[Stored dataset items]
+ + + +

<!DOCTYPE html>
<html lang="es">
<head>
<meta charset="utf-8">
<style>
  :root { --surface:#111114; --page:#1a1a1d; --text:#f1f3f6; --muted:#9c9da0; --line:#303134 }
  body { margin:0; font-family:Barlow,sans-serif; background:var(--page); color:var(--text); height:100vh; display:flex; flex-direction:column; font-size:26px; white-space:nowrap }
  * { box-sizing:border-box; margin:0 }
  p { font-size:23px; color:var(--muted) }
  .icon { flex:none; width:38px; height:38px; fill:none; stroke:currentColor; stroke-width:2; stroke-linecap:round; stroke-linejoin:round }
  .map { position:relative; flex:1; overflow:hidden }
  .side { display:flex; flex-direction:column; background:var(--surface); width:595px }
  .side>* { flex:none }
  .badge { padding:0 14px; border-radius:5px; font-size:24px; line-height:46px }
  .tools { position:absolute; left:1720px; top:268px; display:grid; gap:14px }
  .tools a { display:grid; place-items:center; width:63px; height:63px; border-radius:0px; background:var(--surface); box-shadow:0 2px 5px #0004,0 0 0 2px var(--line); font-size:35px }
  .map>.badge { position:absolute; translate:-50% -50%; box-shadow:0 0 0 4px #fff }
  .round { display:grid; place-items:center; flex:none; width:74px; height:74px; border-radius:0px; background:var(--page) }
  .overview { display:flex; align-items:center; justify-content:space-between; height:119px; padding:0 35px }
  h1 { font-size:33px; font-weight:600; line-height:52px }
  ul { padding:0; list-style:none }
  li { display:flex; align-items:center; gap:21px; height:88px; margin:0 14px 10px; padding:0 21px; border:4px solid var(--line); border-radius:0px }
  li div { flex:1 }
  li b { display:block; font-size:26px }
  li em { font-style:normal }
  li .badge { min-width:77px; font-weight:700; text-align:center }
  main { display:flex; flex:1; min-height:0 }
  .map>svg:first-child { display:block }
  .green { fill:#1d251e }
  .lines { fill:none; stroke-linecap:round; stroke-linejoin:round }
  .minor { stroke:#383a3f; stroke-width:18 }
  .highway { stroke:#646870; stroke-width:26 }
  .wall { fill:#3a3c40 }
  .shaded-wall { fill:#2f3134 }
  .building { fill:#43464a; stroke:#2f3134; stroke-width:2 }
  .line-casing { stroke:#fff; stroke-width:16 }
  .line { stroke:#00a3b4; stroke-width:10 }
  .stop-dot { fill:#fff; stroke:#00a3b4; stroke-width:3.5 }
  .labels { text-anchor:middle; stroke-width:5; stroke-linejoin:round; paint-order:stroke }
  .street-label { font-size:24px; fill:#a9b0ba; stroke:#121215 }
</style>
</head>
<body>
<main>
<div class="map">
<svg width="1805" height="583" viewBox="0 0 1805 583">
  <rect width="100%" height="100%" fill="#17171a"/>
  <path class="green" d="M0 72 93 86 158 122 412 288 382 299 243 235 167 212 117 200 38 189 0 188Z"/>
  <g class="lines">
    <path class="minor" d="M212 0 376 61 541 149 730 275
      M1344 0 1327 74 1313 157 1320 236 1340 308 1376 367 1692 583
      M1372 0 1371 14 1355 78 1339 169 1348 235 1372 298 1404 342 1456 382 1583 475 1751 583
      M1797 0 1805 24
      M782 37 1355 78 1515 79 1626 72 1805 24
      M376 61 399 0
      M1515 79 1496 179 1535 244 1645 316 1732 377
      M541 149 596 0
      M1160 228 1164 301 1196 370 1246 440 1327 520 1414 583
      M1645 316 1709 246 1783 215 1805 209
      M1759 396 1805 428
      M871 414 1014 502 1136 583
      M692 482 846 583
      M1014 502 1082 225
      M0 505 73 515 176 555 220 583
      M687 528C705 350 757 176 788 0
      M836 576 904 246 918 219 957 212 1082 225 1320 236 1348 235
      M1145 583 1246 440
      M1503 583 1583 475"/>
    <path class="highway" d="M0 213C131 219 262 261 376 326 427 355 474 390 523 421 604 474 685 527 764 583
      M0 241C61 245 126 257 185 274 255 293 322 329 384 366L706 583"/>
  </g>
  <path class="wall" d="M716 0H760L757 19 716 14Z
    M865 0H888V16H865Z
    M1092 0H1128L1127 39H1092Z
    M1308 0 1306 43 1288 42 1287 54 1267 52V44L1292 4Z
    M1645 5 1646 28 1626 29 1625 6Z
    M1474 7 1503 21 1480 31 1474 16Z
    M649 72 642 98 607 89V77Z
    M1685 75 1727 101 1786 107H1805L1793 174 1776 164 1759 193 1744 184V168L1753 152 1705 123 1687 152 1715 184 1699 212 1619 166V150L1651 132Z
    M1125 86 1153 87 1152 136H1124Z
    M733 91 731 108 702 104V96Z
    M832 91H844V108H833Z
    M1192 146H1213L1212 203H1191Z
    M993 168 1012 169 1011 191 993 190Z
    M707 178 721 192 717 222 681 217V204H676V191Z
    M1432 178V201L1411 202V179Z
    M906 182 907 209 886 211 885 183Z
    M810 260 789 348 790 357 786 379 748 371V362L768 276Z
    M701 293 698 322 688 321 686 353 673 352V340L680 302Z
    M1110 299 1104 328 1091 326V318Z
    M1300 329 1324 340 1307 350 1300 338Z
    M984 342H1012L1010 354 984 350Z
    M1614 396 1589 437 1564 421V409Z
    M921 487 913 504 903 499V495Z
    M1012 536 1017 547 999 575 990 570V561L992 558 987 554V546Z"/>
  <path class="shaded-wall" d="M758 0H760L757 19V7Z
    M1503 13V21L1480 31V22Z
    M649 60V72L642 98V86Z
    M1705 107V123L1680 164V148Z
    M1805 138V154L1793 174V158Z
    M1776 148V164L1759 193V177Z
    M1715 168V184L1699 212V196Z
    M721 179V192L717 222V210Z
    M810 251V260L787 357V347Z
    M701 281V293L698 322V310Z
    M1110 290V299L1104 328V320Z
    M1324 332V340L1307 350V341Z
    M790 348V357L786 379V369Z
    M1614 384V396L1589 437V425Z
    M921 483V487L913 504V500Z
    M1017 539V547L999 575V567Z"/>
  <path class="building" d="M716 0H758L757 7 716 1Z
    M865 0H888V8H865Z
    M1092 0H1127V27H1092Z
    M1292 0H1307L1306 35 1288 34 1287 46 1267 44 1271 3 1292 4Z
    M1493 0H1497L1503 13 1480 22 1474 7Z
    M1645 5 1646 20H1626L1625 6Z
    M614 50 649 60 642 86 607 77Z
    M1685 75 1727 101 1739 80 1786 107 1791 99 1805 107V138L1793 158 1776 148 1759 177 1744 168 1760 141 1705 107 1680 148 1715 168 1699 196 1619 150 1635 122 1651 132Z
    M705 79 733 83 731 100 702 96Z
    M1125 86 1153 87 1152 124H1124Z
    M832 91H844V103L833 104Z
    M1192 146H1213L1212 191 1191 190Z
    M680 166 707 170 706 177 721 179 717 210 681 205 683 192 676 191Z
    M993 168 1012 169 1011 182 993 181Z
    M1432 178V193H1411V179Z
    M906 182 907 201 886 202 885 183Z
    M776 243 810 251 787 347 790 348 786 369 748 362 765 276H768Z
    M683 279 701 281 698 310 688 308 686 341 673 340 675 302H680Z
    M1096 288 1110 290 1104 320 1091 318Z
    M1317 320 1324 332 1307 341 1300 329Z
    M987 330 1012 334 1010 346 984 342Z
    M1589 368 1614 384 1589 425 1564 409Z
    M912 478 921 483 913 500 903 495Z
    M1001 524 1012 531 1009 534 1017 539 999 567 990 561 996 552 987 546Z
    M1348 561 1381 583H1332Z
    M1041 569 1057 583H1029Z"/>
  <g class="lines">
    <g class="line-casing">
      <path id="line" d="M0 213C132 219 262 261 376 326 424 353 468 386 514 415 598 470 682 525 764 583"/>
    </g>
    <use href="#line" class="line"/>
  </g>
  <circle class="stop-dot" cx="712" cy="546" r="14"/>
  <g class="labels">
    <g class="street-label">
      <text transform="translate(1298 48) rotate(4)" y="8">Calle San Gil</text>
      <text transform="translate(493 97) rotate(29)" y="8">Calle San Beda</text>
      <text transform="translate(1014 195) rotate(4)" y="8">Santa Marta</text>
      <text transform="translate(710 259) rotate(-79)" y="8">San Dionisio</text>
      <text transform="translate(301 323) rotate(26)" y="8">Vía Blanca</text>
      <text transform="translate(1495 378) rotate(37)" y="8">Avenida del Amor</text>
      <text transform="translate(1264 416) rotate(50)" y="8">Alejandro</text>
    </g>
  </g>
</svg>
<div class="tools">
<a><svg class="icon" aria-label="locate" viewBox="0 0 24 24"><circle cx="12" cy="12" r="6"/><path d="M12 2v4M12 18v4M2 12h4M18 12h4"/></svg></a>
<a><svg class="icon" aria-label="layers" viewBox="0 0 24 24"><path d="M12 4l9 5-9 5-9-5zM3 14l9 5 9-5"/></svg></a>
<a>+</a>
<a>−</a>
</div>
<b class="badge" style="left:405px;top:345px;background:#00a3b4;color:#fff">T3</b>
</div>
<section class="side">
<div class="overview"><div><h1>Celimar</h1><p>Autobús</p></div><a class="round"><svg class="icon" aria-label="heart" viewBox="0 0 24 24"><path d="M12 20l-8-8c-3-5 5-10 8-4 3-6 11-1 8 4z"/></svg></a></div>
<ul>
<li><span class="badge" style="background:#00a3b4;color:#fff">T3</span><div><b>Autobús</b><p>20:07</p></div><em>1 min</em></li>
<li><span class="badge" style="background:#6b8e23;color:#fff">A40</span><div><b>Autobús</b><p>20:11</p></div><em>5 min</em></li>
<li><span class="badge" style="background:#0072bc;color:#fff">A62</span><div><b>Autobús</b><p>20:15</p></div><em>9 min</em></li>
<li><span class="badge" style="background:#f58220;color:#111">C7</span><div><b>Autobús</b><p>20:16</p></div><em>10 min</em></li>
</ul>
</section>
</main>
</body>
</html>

+ + + +

■ **EXERCISE REQUIREMENTS**: Identify every line above with the string "direction" in it. Copy those lines.

■ **SOLUTION FOR THIS EXERCISE**:
  body { margin:0; font-family:Barlow,sans-serif; background:var(--page); color:var(--text); height:100vh; display:flex; flex-direction:column; font-size:26px; white-space:nowrap }
  .side { display:flex; flex-direction:column; background:var(--surface); width:595px }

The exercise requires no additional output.